• YOUR ASSIGNMENT:
Use the entries below and reproduce exactly the lines from the one containing "position:relative; width:2245px; height:1373px;" down to the one containing "filter:drop-shadow(2px 0 #c1b7a9)", both of them included.

[PROVIDED RECORDS — start]

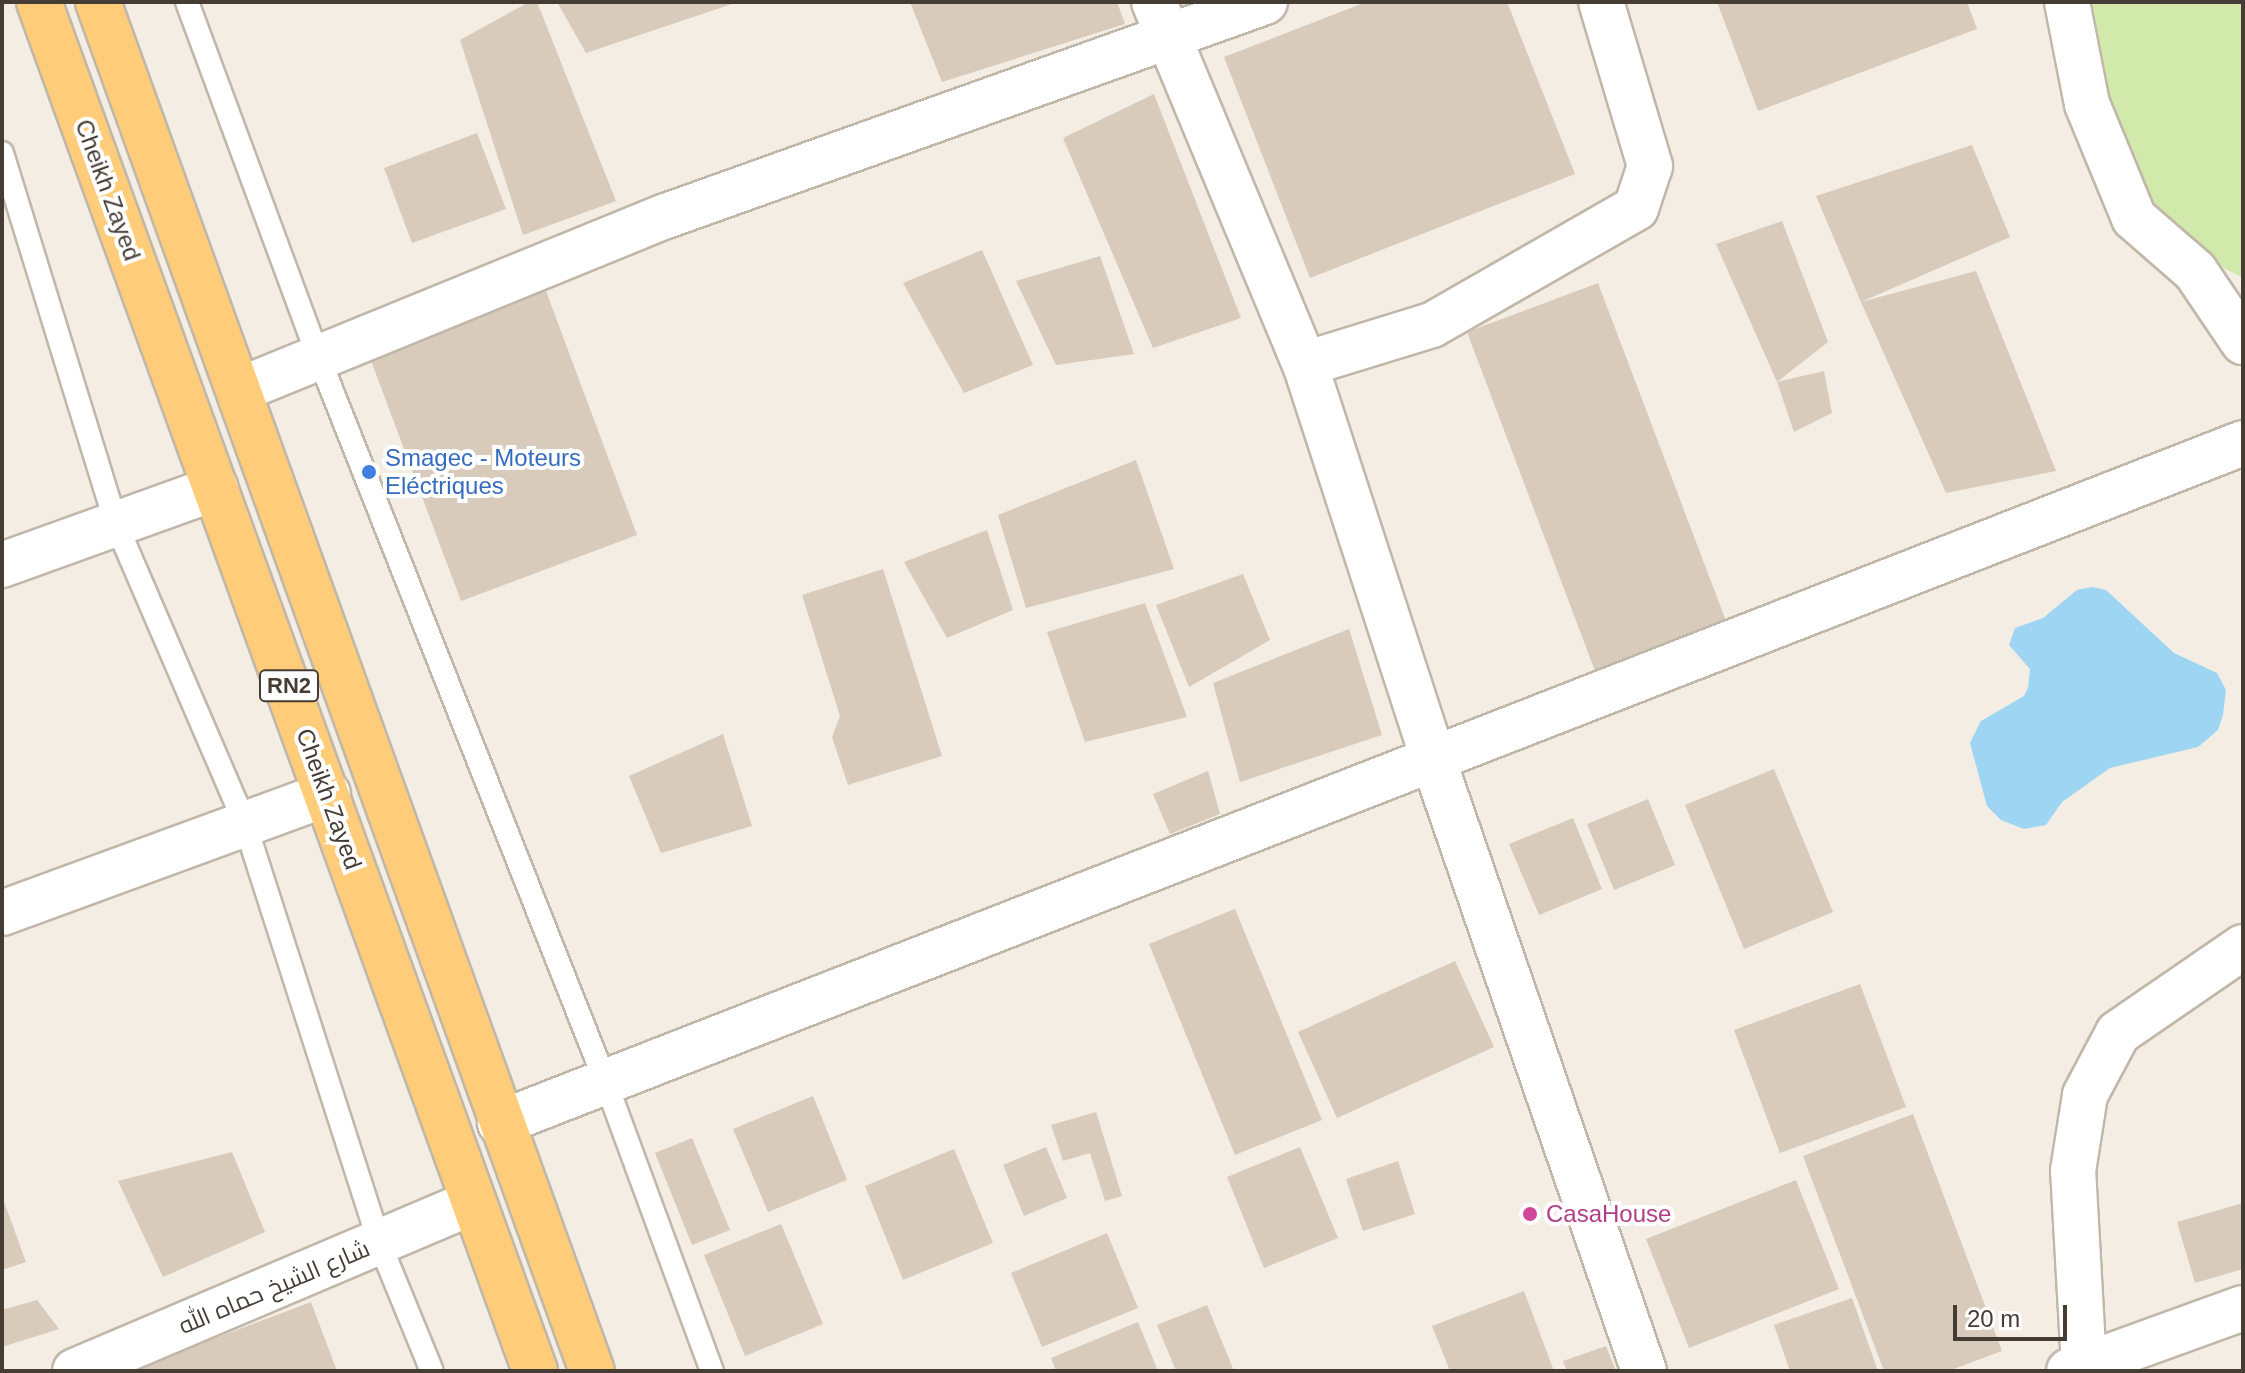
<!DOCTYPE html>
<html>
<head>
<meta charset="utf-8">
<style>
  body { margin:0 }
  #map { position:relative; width:2245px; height:1373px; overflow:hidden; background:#f3ede4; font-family:Arial,Cairo,sans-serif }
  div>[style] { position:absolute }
  .green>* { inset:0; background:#d1e9ab }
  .water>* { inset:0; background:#9dd5f3 }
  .building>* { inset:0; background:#d8cbbc }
  .roads { filter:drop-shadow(2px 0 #c1b7a9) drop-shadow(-2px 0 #c1b7a9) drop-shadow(0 2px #c1b7a9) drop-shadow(0 -2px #c1b7a9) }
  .service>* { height:22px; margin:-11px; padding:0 11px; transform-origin:11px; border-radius:11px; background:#fff }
  .minor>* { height:44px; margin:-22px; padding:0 22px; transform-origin:22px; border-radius:22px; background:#fff }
  .trunk>* { height:44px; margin:-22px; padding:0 22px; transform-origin:22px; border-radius:22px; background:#ffcd7a }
  .dots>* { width:22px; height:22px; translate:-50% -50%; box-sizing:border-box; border:4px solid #fff; border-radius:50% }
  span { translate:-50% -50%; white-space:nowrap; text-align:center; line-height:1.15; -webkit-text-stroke:8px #fff; paint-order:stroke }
  .shield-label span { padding:2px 6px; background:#fff; border:2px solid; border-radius:6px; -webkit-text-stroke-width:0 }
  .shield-label { font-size:22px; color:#453d34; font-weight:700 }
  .street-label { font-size:24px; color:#453d34 }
  .shop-label { font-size:24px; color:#366cbe }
  .left { translate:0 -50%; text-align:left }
  .hotel-label { font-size:24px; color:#b23c85 }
  .frame { position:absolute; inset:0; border:4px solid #453d34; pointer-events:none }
  .scale { position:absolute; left:1953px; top:1305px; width:114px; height:36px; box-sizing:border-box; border:4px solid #453d34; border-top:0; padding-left:10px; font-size:24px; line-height:28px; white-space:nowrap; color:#453d34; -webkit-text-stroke:6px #fff; paint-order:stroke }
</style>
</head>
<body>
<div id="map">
  <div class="green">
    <div style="clip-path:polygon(2087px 2px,2243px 2px,2243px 278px,2181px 245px,2118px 160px)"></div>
  </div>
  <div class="water">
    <div style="clip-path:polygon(2092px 587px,2106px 590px,2174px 653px,2217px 673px,2226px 690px,2223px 715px,2218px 730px,2198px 747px,2110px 768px,2062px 802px,2046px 825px,2024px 829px,2001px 820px,1987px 806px,1970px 743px,1981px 721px,2024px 696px,2028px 688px,2030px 669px,2009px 645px,2015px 628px,2043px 618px,2077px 590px)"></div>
  </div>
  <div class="building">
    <div style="clip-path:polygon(529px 2px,537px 2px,616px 201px,523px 235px,460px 40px)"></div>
    <div style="clip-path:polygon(557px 2px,734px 2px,735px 3px,586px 53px)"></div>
    <div style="clip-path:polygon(910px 2px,1117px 2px,1125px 24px,942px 82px)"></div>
    <div style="clip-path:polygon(1366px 2px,1507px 2px,1575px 174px,1310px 278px,1224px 57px)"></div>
    <div style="clip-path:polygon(1717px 2px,1967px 2px,1977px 29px,1758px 111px)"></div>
    <div style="clip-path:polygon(1154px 94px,1241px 318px,1153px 348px,1063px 138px)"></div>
    <div style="clip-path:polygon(477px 133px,506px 209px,412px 243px,384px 168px)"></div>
    <div style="clip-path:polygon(1972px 145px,2010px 237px,1861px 302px,1976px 271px,2056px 471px,1946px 493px,1861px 302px,1816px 196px)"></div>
    <div style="clip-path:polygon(1782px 221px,1828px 342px,1777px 382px,1716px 244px)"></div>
    <div style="clip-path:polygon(982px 250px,1033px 365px,964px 393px,903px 283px)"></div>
    <div style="clip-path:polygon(1100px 256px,1134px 354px,1056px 365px,1016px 281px)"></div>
    <div style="clip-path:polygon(1598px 283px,1726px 621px,1595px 671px,1467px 332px)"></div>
    <div style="clip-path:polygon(546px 291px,637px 535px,461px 601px,370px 358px)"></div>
    <div style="clip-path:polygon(1824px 371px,1832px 413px,1794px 432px,1777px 382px)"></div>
    <div style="clip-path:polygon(1136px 460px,1174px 569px,1026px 608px,998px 515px)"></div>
    <div style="clip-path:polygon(987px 530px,1013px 610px,947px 638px,904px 562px)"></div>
    <div style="clip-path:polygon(883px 569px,942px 756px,848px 785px,832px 737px,840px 716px,802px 595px)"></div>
    <div style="clip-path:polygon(1243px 574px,1270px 640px,1189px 687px,1156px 605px)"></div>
    <div style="clip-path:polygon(1145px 603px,1187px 717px,1085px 742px,1047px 632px)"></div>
    <div style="clip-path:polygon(1349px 629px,1382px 735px,1240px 782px,1213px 683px)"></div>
    <div style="clip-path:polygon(723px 734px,752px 826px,661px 853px,629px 776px)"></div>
    <div style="clip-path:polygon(1774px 769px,1833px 912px,1744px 949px,1685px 805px)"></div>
    <div style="clip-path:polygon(1208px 771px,1220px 814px,1170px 834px,1153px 794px)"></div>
    <div style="clip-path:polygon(1648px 799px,1675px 865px,1614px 890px,1587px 824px)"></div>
    <div style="clip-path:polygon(1573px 818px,1602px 889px,1539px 915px,1509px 844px)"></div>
    <div style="clip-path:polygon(1235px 909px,1322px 1120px,1235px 1155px,1149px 944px)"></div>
    <div style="clip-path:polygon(1455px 961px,1494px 1047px,1337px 1118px,1298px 1032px)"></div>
    <div style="clip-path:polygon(1860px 984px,1906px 1107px,1780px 1153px,1734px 1030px)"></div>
    <div style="clip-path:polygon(813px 1096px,847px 1180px,768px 1212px,733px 1129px)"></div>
    <div style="clip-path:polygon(1096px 1112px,1122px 1196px,1105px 1201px,1090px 1153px,1063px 1161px,1051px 1125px)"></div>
    <div style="clip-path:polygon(1913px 1114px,2002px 1351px,1948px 1371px,1884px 1371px,1803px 1156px)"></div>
    <div style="clip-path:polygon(692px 1138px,730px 1230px,692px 1245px,655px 1153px)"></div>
    <div style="clip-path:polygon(1046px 1147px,1067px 1198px,1024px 1216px,1003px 1165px)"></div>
    <div style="clip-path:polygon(1300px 1147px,1338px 1238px,1264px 1268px,1227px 1177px)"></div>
    <div style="clip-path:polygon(954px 1149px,993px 1243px,903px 1280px,865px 1186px)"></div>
    <div style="clip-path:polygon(232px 1152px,265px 1232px,163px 1277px,118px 1181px)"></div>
    <div style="clip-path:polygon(1398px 1161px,1415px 1214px,1363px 1231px,1346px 1179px)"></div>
    <div style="clip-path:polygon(1796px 1180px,1839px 1289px,1689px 1348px,1646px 1239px)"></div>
    <div style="clip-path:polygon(2px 1196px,26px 1262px,2px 1270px)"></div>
    <div style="clip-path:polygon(2243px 1203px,2243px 1269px,2195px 1283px,2177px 1222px)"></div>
    <div style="clip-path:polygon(781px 1224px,823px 1324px,745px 1356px,704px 1255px)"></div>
    <div style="clip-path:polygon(1107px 1233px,1138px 1308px,1042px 1347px,1011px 1273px)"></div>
    <div style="clip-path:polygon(1524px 1291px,1554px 1371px,1450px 1371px,1432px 1326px)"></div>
    <div style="clip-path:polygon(1852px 1298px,1878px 1371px,1790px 1371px,1774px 1325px)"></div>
    <div style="clip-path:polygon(37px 1300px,59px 1329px,2px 1347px,2px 1310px)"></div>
    <div style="clip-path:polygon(311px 1302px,337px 1371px,128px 1371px)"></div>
    <div style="clip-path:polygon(1207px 1305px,1234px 1371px,1176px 1371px,1157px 1325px)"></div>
    <div style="clip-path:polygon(1138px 1322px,1158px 1371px,1056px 1371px,1051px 1358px)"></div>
    <div style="clip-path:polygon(1606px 1346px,1616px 1371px,1567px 1371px,1563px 1361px)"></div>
  </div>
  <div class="roads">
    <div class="service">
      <div style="left:187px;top:2px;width:380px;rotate:69.7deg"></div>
      <div style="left:319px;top:358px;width:780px;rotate:68.4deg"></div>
      <div style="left:606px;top:1083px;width:307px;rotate:69.8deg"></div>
      <div style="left:2px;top:153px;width:388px;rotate:72.9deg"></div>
      <div style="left:116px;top:524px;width:327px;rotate:66.7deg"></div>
      <div style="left:245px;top:824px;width:439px;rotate:72.2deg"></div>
      <div style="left:379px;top:1242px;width:139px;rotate:67.7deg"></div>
    </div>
    <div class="minor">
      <div style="left:1154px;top:2px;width:392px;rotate:67.4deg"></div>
      <div style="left:1305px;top:364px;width:412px;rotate:72deg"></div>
      <div style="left:1432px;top:756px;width:651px;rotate:70.98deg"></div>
      <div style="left:2067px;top:2px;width:104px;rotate:78.9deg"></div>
      <div style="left:2087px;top:104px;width:123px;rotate:67.6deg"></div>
      <div style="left:2134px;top:218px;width:81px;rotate:41deg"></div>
      <div style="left:2195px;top:271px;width:86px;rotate:55.9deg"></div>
      <div style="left:1305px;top:364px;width:133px;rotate:-17.1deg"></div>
      <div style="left:1432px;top:325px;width:235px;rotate:-29.8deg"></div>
      <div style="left:1636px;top:208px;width:44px;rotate:-71.6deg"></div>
      <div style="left:1650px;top:166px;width:171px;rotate:-106.6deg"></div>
      <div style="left:239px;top:390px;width:461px;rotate:-22.2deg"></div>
      <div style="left:666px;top:216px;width:636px;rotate:-19.66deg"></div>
      <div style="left:2px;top:565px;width:227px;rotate:-19.8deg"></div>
      <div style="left:2px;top:913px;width:347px;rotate:-20.1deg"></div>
      <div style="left:500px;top:1123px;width:1871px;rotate:-21.31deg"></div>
      <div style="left:2084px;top:1366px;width:195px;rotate:-93.2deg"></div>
      <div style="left:2073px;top:1171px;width:77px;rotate:-81deg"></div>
      <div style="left:2085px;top:1095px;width:70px;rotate:-62deg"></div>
      <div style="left:2118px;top:1033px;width:152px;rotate:-34.5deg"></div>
      <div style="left:75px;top:1371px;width:432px;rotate:-23deg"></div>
      <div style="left:2069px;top:1371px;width:185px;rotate:-19.9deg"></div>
    </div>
    <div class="trunk">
      <div style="left:39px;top:2px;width:1456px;rotate:70.08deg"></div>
      <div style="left:98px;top:2px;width:1455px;rotate:70.16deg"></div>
    </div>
  </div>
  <div class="dots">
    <div style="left:369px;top:472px;background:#3f7fe0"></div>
    <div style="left:1530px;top:1214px;background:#d1479c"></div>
  </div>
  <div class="shield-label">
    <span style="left:289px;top:686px">RN2</span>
  </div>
  <div class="street-label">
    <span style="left:108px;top:190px;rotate:70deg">Cheikh Zayed</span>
    <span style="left:329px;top:799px;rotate:70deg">Cheikh Zayed</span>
    <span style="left:274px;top:1287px;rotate:-23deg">شارع الشيخ حماه الله</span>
  </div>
  <div class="shop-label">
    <span class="left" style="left:385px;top:472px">Smagec - Moteurs<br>Eléctriques</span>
  </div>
  <div class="hotel-label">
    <span class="left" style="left:1546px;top:1214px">CasaHouse</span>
  </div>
  <div class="frame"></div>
  <div class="scale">20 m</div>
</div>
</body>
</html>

[PROVIDED RECORDS — finish]

• RESPONSE:
  #map { position:relative; width:2245px; height:1373px; overflow:hidden; background:#f3ede4; font-family:Arial,Cairo,sans-serif }
  div>[style] { position:absolute }
  .green>* { inset:0; background:#d1e9ab }
  .water>* { inset:0; background:#9dd5f3 }
  .building>* { inset:0; background:#d8cbbc }
  .roads { filter:drop-shadow(2px 0 #c1b7a9) drop-shadow(-2px 0 #c1b7a9) drop-shadow(0 2px #c1b7a9) drop-shadow(0 -2px #c1b7a9) }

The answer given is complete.